Melekler: Ateşteki (cehennemdeki) yerine bak. Allah onun yerine
sana cemnetten bir makam verdi' derler. Kişi her iki makamı da görür."
(Hadisin burasında Katade şöyle dedi: Bize aktarıldığına göre
mu'min kişinin kabri genişletilir. Katade daha sonra Enes'in hadisinin devamını
şu şekilde aktardı): "Kafire -yahut münafığa- gelince o: 'Bilmiyorum, ben
insanların dediği gibi dedim' der. Ona: "Anlamaz ol! Okuduğun veya
dinlediğinden yararlanamayasın.'" derler. Sonra demirden bir topuzla iki
kulağı arasına vurulur. Öyle bir bağırır ki onun bu feryadını insan ve cinden
başka o ölüye yakın olan her şey işitir.
AÇIKLAMA: Buharî konu
başlığında kabir azabının yalnızca ruha mı, yoksa ruh ile birlikte bedene mi
yapılacağına temas etmemiştir. Bu konuda kelamcilar arasında meşhur bir görüş
ayrılığı bulunmaktadır. Buharî, kabul ettiği deliller bu ikisinden birini kesin
olarak belirtmediği için görüş belirtmemiş, bu konuda hüküm vermeye
kalkışmamış, yalnızca kabir azabının varlığını belirtmekle yetinmiştir.
"Zalimleri, ölümün sıkıntıları içinde, meleklerin ellerini
uzatarak: Ruhlarınızı çıkarın. Bugün zillet azabıyla cezalandırılacaksınız...
derken bir görsen": Bu ayette söz edilen durum Ölüm sırasında yaşanacaktır.
Meleklerin ellerini uzatması demek, ölen kişilerin yüzlerine ve sırtlarına
vurmalarıdır. Kıtal (Muhammed) suresindeki şu ayetler de buna şahitlik
etmektedir:
"Melekler onların yüzlerine ve arkalarına (kıçlarına)
vurarak canlarını aldığında onların hali nasıl olacak!. [Muhammed 27] Ayette
sözü edilen azap her ne kadar defin öncesinde meleklerin can alması sırasında
olsa bile bu, kıyamet öncesinde gerçekleşecek azap kapsamındadır.
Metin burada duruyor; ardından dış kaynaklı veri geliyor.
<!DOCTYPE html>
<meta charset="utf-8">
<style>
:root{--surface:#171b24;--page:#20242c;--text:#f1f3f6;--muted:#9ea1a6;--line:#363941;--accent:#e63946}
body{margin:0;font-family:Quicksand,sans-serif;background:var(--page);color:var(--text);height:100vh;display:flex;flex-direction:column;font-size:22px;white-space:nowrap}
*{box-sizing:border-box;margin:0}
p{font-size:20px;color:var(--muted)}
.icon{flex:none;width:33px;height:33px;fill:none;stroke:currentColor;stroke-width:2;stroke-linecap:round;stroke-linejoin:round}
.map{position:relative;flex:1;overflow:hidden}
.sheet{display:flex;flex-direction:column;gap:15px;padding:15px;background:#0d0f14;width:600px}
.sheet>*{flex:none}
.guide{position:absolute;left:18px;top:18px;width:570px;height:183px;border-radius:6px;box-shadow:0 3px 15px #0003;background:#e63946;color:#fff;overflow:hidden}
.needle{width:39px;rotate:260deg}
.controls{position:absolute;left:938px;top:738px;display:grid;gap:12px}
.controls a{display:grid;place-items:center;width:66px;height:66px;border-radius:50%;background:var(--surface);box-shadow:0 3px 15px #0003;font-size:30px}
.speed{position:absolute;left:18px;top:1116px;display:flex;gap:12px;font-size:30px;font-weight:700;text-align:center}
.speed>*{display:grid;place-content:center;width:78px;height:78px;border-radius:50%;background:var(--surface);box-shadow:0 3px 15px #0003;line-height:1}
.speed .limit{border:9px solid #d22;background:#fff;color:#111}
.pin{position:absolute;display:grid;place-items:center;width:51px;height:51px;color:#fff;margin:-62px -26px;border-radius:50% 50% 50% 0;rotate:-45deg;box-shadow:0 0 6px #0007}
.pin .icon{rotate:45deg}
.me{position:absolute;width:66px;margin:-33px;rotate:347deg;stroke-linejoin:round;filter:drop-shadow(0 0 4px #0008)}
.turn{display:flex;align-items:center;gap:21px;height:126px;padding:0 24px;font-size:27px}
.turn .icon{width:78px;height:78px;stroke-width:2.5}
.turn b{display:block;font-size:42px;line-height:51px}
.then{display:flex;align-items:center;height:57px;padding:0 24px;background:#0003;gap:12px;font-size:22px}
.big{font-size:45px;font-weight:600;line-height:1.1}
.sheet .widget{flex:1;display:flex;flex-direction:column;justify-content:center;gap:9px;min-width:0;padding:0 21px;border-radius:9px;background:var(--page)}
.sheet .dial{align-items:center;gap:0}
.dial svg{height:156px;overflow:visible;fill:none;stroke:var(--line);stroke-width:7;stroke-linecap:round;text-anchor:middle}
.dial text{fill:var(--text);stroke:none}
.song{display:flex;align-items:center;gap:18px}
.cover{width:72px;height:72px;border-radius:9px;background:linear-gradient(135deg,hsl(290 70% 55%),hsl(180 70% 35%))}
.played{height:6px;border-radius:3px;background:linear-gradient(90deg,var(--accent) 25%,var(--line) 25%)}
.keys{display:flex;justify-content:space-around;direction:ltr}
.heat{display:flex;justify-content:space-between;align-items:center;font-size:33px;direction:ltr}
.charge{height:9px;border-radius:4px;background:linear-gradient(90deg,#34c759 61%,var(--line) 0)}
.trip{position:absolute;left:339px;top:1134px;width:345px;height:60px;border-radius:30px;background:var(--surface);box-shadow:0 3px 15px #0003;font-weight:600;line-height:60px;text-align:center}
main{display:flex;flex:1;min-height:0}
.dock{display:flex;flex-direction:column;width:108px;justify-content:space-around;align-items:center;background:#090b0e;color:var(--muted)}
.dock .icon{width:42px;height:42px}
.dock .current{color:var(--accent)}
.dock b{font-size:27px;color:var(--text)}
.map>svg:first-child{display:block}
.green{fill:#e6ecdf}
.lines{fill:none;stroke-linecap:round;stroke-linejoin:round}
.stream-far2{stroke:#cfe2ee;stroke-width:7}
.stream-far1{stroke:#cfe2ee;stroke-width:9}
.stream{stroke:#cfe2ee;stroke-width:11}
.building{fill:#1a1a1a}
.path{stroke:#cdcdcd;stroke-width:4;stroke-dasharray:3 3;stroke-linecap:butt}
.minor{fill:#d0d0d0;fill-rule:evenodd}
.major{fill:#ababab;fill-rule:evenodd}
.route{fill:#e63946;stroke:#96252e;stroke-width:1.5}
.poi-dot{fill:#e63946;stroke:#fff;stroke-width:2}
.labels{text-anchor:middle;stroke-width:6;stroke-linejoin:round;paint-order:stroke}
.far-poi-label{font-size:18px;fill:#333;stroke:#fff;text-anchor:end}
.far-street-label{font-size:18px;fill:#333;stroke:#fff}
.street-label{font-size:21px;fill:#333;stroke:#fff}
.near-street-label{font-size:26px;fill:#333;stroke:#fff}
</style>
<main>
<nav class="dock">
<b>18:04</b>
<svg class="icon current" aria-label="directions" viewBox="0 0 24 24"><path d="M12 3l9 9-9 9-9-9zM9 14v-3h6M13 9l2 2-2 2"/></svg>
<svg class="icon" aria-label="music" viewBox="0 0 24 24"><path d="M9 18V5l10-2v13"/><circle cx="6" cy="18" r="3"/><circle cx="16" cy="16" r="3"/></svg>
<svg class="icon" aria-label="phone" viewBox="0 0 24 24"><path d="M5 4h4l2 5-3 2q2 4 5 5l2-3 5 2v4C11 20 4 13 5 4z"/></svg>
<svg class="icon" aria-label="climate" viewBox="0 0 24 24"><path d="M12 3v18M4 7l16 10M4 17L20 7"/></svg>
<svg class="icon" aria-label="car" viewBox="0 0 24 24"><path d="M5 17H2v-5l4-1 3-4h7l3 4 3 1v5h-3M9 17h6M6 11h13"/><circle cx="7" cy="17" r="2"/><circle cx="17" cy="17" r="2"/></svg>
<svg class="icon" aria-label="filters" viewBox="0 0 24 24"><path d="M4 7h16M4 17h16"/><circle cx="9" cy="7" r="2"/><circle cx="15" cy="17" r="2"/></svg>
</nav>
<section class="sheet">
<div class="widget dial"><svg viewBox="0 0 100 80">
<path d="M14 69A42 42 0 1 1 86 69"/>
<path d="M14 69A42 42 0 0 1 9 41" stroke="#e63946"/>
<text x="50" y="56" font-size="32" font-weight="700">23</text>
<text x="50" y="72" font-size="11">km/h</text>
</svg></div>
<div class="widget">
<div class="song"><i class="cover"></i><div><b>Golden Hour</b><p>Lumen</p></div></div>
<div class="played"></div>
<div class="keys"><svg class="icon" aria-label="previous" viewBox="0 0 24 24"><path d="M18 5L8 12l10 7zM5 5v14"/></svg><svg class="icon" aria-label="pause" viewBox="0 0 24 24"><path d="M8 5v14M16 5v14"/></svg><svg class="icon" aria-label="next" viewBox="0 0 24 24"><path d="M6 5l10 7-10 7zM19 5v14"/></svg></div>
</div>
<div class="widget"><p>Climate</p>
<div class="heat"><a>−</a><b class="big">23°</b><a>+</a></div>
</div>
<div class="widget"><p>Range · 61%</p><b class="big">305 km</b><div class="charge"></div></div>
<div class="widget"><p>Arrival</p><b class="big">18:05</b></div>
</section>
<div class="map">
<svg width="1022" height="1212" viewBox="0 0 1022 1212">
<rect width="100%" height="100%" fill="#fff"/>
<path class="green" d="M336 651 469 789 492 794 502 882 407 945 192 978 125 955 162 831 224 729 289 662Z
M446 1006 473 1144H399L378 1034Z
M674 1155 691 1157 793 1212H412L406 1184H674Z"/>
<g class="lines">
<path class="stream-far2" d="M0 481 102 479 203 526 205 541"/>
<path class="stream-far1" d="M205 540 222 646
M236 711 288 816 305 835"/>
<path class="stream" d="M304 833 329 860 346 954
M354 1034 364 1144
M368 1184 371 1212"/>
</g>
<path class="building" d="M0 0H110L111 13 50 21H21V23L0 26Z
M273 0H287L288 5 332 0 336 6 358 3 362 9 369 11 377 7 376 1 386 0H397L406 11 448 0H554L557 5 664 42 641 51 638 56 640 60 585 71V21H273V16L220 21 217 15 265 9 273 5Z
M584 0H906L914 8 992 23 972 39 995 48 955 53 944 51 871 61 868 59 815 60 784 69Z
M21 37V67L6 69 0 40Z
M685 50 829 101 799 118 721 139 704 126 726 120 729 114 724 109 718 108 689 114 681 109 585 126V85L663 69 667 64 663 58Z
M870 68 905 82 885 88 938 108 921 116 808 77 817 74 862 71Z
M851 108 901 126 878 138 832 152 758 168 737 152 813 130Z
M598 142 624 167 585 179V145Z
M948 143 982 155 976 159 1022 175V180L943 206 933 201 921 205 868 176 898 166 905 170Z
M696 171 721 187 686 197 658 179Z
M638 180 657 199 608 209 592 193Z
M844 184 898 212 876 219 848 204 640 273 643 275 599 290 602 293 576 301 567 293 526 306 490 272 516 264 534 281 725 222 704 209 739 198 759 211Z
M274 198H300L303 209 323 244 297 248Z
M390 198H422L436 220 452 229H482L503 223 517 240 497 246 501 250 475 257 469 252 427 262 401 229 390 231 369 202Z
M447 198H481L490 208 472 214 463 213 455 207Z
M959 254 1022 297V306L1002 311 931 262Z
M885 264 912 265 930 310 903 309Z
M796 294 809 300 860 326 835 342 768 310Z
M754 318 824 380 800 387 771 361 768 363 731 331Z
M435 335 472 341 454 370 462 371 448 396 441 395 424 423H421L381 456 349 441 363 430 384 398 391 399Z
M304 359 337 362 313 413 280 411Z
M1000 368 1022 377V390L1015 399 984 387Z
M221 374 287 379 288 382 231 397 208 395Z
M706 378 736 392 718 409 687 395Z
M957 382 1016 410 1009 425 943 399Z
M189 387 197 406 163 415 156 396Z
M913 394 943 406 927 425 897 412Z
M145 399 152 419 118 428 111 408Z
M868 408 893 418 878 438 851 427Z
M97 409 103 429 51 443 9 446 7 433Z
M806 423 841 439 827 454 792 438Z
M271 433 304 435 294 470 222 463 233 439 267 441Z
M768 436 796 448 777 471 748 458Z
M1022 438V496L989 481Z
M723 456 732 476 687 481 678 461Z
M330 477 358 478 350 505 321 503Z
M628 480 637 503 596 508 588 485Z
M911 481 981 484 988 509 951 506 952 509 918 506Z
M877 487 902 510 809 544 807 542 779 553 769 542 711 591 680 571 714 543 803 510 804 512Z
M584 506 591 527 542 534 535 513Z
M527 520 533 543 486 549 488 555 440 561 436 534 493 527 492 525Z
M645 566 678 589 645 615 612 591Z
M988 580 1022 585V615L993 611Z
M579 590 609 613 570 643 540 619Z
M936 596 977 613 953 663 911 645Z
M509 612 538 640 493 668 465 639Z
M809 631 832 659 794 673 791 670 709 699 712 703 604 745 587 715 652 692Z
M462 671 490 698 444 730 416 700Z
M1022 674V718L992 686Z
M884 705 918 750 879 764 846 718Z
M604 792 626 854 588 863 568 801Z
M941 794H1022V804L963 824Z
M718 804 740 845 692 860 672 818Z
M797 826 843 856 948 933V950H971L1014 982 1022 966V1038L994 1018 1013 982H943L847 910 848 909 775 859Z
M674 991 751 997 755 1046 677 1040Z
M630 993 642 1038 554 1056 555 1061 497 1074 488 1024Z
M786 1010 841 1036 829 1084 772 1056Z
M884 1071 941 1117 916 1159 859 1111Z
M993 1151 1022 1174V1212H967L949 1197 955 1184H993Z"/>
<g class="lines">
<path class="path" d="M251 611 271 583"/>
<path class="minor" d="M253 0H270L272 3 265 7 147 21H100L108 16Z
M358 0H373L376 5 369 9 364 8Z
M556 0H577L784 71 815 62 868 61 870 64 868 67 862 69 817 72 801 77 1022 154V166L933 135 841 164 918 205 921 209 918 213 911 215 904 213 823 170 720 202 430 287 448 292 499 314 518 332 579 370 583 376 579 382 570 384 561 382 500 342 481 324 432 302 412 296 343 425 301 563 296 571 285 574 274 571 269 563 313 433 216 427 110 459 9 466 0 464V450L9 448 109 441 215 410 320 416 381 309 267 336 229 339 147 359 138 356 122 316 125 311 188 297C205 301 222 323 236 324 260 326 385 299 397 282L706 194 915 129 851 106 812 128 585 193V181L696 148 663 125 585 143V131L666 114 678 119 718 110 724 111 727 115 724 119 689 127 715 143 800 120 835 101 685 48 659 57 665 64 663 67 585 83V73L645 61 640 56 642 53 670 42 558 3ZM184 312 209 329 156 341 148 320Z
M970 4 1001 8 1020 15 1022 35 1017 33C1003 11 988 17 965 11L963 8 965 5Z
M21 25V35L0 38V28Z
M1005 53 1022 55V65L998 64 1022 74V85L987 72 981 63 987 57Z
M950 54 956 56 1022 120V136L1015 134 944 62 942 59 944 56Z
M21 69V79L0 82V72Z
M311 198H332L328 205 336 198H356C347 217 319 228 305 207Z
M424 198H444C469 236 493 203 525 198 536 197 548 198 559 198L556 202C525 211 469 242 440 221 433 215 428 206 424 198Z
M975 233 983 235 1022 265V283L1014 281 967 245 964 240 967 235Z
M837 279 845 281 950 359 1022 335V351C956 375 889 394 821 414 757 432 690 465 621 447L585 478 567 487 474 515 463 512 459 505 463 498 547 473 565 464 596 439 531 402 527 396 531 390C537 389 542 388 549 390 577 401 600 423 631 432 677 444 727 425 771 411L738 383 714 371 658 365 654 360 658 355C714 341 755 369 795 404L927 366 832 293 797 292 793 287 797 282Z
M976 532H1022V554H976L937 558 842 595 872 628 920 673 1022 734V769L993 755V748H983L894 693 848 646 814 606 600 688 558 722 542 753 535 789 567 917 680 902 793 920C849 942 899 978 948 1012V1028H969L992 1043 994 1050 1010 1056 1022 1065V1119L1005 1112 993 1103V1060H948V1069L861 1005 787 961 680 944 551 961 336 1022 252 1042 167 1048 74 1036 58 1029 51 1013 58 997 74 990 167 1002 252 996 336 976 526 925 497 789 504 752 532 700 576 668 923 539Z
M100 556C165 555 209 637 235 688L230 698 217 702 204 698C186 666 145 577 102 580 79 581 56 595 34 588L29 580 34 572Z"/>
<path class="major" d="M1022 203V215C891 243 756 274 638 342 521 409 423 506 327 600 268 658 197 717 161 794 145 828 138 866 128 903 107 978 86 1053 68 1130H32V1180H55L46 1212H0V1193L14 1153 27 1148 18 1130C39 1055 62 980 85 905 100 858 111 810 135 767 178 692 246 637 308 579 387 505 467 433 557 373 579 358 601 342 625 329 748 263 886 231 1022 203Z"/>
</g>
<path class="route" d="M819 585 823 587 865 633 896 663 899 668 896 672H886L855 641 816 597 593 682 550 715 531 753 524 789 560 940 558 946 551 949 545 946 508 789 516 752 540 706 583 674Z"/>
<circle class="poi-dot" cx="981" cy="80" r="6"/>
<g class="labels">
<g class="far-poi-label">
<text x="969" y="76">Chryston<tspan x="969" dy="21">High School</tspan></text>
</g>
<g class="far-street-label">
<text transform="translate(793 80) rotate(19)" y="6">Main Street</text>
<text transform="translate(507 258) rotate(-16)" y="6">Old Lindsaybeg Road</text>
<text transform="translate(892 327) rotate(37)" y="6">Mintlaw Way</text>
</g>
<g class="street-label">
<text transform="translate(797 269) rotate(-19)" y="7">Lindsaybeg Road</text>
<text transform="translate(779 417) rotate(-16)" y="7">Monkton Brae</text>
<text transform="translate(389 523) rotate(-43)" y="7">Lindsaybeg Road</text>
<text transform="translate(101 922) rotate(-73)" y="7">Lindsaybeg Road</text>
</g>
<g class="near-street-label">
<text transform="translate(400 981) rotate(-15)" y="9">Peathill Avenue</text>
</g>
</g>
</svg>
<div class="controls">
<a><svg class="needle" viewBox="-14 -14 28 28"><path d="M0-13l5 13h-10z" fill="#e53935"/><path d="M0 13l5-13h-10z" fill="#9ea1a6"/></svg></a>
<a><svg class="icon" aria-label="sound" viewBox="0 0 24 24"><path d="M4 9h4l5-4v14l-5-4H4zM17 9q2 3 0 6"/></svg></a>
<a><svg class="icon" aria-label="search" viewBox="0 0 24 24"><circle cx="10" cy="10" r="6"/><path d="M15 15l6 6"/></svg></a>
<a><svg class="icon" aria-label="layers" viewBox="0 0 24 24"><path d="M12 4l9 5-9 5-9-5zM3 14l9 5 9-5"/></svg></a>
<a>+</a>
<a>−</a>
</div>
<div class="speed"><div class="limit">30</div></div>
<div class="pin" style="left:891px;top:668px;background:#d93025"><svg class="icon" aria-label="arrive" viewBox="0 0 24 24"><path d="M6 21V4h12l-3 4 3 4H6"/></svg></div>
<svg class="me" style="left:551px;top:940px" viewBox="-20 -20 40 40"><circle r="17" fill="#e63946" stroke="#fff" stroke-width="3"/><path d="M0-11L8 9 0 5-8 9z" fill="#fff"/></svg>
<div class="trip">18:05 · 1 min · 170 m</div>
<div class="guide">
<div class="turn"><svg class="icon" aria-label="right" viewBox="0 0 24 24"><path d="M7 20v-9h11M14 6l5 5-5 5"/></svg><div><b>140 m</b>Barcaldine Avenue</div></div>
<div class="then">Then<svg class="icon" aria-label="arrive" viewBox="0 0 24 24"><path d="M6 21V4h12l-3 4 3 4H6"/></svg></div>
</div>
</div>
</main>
Bu azabın
çoğunluğu kabirde gerçekleştiği için buna "kabir azabı" denilmiştir.
Ayrıca ölüler çoğunlukla kabre konulur. Kafirler ve Allah'ın azap etmeyi
dilediği isyankar kimseler kabre gömülmemiş olsalar da Allah onlara azap eder.
Ancak bu azap Allah'ın diledikleri dışındakilerden gizlenmiştir.
"Onlara iki kere azap edeceğiz. Sonra onlar büyük bir azaba
döndürülecekler [Tevbe 101] ayetine gelince; Taberî, İbn Ebî Hatim ve Evsat
adlı eserinde Taberanî, Suddî, Ebu Malik, İbn Abbas yolu ile şunu rivayet
etmişlerdir: "Resulullah sallallahu aleyhi ve sellem bir Cuma günü hutbede:
'Ey falanca dışarı çık. Sen münafıksın' buyurdu...
Allah münafıkları rezil etti." Bu ilk azaptır, ikinci azap
ise kabir azabıdır.
"Firavun hanedanını kötü bir azap kuşattı. Ateştir o. Onlar
sabah akşam ona arz olunurlar. Kıyametin kopacağı günde: Firavun hanedanını
azabın en şiddetlisine sokun (denilecek).[Mu'min 45-46] Kurtubî şöyle der:
Çoğunluk bu ateşe arz edilmenin berzahta (kabirde) olacağı görüşünü kabul
etmiştir. Bu, kabir azabını isbat konusunda bir delildir. Diğer bazıları şöyle
demiştir: Bu ayette her iki dünyaya ait azap açık bir şekilde belirtilmiştir.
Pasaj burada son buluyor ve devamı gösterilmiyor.